On a vu SBM parcourir le pays, particulièrement le Nord et le Centre, pour apporter aux populations souvent désemparées de ces régions, le message de soutien des autorités et des promesses du retour des services sociaux de base. Ce périple qui sera suivi de certaines victoires de Forces Armées Maliennes et de Sécurité sur les terroristes avait montré de SBM l’image d’un PM volontariste qui avait décidé d’aller déloger les ennemis de la Nation malienne de leurs repères. Tout semblait bien marcher jusqu’à l’attaque du camp de Dioura où une vingtaine de militaires ont péri, la tuerie de Koulogon, le 1er janvier 2019, et surtout le massacre du 23 mars 2019 des populations d’Ogossagou.

Ogossagou serait-il le Bolibana de Soumeylou Boubèye Maïga ? En tout cas l’émotion et l’indignation nationales et celles de la communauté internationale suite au plus grand massacre de populations civiles  de l’histoire récente du Mali et la férocité avec laquelle les assaillants se sont acharnés sur des femmes, parfois enceintes, des enfants en bas âge, des personnes âgées, ont grandement contribué à affaiblir un pouvoir qui ne semble pas en mesure de se sortir des accusations graves de complaisance – certains n’hésitent pas à parler de compromission – dont il est l’objet. L’atmosphère sociale rendue délétère à cause des grèves dans plusieurs secteurs, la crise de l’école malienne, les difficultés quotidiennes des Maliens, tout cela irritait une population qui ne voyait pas les résultats des efforts du Gouvernement. Le mécontentement qui gagna même les rangs de la majorité présidentielle a été récupéré par les initiateurs de la marche du 05 avril 2019.

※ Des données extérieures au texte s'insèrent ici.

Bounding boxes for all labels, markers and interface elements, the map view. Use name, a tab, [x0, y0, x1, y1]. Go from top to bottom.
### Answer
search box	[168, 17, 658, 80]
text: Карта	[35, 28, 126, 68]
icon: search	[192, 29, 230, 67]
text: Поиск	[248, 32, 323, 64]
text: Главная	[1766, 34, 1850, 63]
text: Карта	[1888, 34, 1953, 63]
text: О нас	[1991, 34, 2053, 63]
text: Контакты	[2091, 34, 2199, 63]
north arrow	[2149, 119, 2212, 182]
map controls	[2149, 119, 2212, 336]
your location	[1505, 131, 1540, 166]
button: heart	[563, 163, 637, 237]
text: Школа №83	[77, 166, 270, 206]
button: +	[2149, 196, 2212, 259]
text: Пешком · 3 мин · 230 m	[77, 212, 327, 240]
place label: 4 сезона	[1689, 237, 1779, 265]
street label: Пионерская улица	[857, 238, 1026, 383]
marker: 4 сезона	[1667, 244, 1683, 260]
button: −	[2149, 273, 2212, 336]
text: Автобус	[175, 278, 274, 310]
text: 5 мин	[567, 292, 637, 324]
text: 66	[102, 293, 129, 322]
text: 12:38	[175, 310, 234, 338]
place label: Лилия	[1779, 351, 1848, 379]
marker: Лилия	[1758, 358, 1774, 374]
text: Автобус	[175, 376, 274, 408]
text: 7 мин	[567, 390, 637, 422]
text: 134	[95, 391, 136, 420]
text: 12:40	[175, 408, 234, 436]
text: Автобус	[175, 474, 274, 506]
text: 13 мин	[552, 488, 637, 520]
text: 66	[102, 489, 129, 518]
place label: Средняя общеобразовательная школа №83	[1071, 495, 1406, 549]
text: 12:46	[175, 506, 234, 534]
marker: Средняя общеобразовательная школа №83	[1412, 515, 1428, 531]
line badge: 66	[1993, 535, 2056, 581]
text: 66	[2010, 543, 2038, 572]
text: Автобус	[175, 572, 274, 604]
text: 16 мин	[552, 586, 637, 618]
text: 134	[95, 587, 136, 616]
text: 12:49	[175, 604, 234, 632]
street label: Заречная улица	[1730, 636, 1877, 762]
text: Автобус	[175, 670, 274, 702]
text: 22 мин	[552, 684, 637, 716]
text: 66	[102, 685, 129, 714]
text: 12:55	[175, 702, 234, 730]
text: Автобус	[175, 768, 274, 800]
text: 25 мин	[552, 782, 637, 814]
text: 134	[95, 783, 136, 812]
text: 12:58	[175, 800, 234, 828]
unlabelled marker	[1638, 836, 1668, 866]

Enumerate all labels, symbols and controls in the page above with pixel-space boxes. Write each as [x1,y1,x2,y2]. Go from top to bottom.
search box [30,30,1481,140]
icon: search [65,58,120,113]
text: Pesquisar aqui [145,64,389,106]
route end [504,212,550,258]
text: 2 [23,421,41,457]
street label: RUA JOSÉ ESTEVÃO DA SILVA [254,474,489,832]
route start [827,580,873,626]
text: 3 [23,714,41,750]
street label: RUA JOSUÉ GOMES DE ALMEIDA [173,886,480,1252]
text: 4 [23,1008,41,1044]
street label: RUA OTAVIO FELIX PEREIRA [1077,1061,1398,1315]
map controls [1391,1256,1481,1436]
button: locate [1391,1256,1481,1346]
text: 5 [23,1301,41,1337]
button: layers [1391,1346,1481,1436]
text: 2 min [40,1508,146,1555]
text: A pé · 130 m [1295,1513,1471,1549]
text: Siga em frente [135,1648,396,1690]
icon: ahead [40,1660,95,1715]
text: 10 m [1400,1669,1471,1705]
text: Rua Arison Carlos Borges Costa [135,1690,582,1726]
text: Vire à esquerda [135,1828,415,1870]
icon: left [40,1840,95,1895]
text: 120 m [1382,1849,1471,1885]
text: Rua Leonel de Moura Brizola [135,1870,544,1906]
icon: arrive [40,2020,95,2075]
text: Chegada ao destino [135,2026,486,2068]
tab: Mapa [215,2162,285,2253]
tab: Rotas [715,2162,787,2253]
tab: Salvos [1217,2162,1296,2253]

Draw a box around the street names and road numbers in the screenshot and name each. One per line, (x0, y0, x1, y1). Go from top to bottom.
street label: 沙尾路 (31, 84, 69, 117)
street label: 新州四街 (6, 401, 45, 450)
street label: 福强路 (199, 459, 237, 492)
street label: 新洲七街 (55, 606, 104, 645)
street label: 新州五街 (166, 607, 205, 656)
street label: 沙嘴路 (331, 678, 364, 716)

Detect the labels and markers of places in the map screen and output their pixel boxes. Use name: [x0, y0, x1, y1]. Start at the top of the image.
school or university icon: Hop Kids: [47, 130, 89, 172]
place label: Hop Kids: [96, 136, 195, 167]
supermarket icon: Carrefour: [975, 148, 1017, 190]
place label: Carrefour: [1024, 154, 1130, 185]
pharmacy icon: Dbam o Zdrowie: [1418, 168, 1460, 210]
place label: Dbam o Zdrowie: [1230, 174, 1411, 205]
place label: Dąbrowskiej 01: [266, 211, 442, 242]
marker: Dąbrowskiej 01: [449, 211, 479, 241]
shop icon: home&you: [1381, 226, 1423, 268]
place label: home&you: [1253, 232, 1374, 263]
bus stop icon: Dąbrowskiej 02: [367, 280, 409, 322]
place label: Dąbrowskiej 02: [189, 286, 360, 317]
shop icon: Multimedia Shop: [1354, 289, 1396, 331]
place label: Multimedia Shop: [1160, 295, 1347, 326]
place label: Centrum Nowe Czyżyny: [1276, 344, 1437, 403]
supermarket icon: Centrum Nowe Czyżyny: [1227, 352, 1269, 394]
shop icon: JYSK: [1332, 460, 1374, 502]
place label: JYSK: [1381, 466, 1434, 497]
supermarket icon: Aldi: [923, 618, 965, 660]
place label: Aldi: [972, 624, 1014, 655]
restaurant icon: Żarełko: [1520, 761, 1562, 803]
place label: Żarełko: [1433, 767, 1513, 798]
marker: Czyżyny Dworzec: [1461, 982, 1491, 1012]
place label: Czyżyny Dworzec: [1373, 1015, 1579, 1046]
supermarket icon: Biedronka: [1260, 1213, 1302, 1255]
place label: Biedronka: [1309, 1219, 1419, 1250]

Aujourd’hui, SBM est plus que jamais sur la sellette. La marche du 05 avril, qu’on assimile faussement à une marche des religieux, a su cristalliser toutes les déceptions du moment. Les parents d’élèves, les cheminots, les enseignants, les associations de la société civile, les jeunes chômeurs, tous les déçus de la vie ont vite fait de grossir la foule de tous ceux qui ont quelque grief contre IBK et SBM. La marche, d’abord interdite par le Gouverneur du District, aurait été autorisée sur intervention du Président de la République. C’est le signe que le pouvoir vacille. Et la détermination des organisateurs à renouveler la marche tous les vendredis jusqu’au départ du PM pourrait faire fléchir un IBK qui n’a jamais su faire preuve de la détermination et de l’autorité qu’on lui connaissait dans les années 1990. Pour sauver son pouvoir, IBK n’hésiterait pas à se séparer de SBM. Déjà, des rumeurs d’un départ imminent du président de l’ASMA-CFP circulent instamment à Bamako.

Une chose est claire : si IBK cède à la pression de la rue, c’en sera fait de son pouvoir. Car rien ne prouve que ceux qui veulent le pousser aujourd’hui à se séparer de SBM ne réclameront pas demain son propre départ de Koulouba. Si la mobilisation du vendredi 05 avril dernier est dans une certaine mesure un baromètre d’un certain mécontentement d’une certaine catégorie de Maliens, elle ne peut être considérée comme celui de tous les Maliens. C’est pourquoi on s’étonne que le Président de la République ne se soit pas, jusque-là, adressé à la Nation. Car les Maliens attendent que le Président leur parle dans un discours à la Nation. Malheureusement la communication n’a jamais été le point fort d’IBK. En laissant l’initiative à ses ennemis, le Président se fragilise aux yeux de ses compatriotes qui pourraient interpréter son silence comme un aveu.

IBK est à la croisée des chemins. Le Président de la République a intérêt à reprendre rapidement la main, avant le vendredi prochain, pour contrer les agitateurs qui se cachent dans la foule des marcheurs et qui travaillent à déstabiliser le Mali. Plus que jamais IBK a besoin de rassembler autour de lui toutes les Maliennes et tous les Maliens qui ont le souci de sortir notre pays de la crise où il est plongé chaque jour. Car le Mali actuel a moins besoin de prières que d’actions vigoureuses. Feu Djéli Baba Cissoko l’a dit mille fois : « Depuis que Dieu a créé le monde, il l’a rejeté derrière lui et ne s’est jamais retourné ». IBK est le Président élu, c’est à lui de s’assumer en prenant des décisions qui vont dans le sens du raffermissement de son pouvoir. Le peuple a besoin d’un Président fort même si celui-ci n’a pas toujours raison. Les forces obscurantistes sont à l’affût. Si d’aventure elles venaient à gagner, le Mali ne s’en relèverait jamais.